The synergistic relationship between prolactin and progesterone release for preparation of the uterus for implantation is important. As previously noted (p22), the main characteristic of high levels of prolactin is infertility! Since prolactin is neededto get pregnant, one explanation is that high prolactin levels cause a decrease in the number of prolactin receptors in the uterine lining, decreasing the sensitivity of the tissue to the actions of prolactin. The mechanism of receptor down regulation has already been encountered with GnRH agonists, such as Leuprolide (p19). Leuprolide increases testosterone production to levels that eventually down regualate testosterone receptors. Prolactin may act similarly with its receptors.

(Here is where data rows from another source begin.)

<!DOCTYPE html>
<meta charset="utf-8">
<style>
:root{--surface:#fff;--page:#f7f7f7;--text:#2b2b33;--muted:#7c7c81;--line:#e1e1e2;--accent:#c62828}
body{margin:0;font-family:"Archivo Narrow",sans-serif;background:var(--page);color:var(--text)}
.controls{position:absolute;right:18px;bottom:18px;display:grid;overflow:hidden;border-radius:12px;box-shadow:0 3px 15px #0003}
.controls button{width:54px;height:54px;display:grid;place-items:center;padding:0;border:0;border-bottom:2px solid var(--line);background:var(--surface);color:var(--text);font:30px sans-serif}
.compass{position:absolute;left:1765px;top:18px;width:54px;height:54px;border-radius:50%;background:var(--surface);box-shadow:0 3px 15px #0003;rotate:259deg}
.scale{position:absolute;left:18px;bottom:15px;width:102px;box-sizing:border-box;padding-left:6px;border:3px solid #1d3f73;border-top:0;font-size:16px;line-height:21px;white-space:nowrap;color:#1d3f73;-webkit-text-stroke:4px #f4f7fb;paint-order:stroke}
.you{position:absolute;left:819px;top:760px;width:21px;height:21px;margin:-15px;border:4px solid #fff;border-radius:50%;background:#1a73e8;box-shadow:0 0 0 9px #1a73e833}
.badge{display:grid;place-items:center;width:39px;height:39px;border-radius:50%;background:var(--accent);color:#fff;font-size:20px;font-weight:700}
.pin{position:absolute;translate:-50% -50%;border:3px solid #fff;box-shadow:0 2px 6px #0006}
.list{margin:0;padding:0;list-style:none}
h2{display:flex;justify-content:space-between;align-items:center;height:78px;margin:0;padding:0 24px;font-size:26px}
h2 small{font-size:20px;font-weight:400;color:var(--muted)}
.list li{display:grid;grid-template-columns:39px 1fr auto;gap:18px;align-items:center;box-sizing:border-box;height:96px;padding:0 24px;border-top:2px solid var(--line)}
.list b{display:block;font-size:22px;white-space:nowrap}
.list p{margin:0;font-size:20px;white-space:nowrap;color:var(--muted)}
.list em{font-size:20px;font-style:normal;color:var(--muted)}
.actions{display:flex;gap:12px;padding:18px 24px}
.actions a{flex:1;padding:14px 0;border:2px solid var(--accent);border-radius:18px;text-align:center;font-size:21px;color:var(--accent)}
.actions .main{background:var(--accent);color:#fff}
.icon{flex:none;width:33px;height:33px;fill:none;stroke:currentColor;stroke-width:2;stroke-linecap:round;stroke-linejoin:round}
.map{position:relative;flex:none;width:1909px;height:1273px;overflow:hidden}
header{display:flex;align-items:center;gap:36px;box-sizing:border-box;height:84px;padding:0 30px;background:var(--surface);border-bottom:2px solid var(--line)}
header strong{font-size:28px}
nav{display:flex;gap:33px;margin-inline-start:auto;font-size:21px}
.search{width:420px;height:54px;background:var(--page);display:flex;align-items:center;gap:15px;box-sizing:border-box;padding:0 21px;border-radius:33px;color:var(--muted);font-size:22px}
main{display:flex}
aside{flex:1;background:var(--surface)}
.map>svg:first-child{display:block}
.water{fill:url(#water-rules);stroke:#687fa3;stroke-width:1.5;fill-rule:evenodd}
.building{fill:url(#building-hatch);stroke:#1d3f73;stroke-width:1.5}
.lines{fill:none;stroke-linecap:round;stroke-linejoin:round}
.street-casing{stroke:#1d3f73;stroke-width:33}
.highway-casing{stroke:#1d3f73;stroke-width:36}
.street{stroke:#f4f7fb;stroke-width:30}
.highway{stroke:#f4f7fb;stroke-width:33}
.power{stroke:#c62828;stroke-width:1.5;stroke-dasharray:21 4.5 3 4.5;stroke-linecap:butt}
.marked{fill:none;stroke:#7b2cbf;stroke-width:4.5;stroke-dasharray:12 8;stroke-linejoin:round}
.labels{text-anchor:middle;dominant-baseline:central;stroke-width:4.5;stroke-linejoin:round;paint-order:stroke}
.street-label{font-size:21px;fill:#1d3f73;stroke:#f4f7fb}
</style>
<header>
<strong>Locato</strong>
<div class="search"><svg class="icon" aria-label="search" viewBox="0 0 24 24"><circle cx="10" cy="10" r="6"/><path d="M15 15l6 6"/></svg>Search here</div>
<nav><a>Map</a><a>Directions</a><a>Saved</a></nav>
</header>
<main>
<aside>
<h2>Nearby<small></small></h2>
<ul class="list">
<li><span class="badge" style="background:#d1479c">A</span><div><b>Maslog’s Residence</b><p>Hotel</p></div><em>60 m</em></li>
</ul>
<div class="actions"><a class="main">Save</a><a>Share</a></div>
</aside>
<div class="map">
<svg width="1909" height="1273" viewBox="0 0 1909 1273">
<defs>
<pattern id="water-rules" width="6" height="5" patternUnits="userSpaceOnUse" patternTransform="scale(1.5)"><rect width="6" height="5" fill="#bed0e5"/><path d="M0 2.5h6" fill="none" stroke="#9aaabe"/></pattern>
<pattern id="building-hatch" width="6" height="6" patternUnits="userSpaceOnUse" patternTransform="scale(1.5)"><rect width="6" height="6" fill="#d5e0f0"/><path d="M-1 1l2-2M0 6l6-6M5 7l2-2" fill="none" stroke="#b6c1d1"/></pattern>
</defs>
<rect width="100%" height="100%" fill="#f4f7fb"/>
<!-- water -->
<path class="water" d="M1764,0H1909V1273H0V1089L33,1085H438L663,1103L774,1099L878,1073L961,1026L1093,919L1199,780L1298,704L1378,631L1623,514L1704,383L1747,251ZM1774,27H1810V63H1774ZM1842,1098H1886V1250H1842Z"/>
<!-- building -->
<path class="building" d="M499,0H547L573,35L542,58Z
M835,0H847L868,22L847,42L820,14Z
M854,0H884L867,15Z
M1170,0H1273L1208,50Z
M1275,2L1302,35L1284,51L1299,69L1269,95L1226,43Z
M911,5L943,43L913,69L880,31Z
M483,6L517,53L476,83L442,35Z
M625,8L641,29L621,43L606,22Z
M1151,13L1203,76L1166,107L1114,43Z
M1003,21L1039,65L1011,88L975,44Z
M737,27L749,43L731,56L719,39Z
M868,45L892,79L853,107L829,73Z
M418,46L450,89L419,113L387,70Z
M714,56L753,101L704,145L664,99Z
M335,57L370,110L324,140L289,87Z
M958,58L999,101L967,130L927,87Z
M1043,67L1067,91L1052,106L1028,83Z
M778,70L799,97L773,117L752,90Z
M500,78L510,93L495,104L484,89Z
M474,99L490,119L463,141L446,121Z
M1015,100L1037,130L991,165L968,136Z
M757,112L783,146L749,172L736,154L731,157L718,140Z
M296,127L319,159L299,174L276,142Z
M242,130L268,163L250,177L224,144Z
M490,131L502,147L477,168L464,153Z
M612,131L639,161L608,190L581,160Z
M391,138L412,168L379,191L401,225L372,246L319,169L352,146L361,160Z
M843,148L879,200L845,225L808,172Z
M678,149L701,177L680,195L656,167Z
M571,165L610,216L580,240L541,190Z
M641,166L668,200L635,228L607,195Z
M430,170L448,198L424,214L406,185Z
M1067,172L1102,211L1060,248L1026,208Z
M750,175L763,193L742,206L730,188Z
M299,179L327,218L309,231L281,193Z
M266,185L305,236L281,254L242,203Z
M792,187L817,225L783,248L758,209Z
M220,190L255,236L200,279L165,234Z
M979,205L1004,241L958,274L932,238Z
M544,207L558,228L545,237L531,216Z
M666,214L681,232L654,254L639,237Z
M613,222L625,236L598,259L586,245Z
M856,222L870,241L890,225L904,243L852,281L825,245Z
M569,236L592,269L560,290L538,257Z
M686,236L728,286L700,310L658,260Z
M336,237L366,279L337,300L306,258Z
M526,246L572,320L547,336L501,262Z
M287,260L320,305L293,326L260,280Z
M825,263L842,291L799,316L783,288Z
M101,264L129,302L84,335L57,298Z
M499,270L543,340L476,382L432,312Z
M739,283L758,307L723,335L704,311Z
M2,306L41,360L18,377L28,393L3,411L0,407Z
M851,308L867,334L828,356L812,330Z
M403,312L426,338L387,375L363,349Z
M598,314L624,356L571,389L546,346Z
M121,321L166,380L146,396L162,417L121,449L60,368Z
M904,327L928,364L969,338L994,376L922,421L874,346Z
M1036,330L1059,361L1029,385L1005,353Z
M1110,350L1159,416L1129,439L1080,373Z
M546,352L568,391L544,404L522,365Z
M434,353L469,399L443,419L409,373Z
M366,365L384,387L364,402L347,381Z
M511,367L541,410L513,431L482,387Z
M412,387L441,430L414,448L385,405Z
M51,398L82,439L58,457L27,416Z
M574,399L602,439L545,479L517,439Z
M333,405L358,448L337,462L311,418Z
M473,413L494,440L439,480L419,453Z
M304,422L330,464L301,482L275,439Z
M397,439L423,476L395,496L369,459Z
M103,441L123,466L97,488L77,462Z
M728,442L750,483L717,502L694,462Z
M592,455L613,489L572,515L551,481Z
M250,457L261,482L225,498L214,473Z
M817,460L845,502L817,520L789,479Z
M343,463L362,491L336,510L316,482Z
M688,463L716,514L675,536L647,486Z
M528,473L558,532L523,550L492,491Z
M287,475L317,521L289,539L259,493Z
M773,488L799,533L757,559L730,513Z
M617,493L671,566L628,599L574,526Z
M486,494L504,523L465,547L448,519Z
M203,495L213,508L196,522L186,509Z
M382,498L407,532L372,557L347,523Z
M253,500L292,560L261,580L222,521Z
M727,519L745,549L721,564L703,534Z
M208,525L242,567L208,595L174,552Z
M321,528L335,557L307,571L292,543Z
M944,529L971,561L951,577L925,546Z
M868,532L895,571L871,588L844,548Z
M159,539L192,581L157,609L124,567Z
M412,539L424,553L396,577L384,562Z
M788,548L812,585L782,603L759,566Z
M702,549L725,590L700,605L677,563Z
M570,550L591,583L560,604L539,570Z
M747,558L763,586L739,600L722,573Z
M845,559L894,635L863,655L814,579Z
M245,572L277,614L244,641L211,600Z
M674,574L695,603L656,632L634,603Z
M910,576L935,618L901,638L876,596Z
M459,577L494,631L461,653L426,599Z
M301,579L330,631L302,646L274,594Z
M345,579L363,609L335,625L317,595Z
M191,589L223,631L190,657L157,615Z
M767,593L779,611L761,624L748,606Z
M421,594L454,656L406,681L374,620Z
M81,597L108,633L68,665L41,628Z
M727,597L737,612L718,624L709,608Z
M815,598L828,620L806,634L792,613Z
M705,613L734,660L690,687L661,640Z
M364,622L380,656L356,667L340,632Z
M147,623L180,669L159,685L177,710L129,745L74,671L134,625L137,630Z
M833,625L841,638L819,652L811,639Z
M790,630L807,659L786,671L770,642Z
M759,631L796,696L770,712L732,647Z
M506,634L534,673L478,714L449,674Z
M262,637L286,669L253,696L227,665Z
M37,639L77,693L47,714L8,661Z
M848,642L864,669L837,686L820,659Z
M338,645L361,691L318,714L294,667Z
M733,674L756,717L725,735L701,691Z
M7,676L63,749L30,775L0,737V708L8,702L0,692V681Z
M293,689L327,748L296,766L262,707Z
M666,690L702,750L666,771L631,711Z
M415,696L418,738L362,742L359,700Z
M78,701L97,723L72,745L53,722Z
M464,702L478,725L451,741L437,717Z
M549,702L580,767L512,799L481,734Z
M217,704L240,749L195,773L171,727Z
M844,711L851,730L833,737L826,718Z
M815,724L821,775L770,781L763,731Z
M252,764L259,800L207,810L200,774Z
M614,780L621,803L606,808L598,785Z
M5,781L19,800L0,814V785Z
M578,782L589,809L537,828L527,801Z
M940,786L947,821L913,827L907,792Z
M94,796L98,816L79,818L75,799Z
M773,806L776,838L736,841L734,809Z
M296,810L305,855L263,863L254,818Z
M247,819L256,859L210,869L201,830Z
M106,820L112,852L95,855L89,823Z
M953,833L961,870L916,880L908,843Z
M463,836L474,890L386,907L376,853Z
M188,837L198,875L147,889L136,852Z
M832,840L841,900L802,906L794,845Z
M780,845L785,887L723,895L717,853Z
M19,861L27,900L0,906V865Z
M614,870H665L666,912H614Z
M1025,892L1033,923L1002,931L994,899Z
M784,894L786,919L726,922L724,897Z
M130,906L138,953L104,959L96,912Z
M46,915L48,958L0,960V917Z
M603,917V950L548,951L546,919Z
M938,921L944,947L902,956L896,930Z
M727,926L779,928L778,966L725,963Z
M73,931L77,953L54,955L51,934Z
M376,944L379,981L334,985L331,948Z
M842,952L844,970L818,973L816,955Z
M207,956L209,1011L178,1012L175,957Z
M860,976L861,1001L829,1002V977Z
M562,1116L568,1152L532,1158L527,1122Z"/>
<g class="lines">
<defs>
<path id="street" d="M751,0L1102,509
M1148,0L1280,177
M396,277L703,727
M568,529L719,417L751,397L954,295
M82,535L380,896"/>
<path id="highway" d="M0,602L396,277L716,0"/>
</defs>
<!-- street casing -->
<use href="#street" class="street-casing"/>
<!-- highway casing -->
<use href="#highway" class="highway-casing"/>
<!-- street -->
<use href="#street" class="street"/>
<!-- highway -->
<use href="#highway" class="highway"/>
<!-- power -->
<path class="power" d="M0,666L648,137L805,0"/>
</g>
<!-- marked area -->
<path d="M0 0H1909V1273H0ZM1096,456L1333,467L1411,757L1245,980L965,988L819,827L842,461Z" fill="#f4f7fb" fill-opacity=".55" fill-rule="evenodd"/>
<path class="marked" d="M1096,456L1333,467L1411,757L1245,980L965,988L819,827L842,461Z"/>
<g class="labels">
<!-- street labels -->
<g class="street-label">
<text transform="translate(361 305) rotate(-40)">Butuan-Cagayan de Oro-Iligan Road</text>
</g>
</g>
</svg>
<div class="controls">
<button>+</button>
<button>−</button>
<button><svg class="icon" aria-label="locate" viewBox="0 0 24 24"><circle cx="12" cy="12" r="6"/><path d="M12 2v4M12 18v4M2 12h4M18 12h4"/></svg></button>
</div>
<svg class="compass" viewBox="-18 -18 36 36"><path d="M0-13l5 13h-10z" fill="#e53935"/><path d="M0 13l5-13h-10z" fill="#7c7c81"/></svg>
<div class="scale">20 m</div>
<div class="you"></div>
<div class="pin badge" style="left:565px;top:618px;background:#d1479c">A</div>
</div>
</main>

New nursing mothers have high levels of prolactin and are less able to become pregnant. This makes some physiological sense and could be nature's way of spacing out child-rearing responsibilities. In fall of 1995, the World Health Organization recommended that only women who can no longer nurse be given baby formula in Third World countries. This recommendation was to encourage mothers to nurse their children for as long as possible. Multiple benefits were expected. First, contaminated water mixed with the powdered baby formulas often kills or makes ill the infants. Secondly, increased breast feeding increases infant-mother bonding. Thirdly, nursing by increasing prolactin levels acts as a natural form of birth control in overpopulated regions!
No products or derivatives of prolactin have been developed. However, as mention previously, bromocriptine and pergotril, dopamine Type 2 receptor agonists, are used to inhibit prolactin excretion by the pituitary.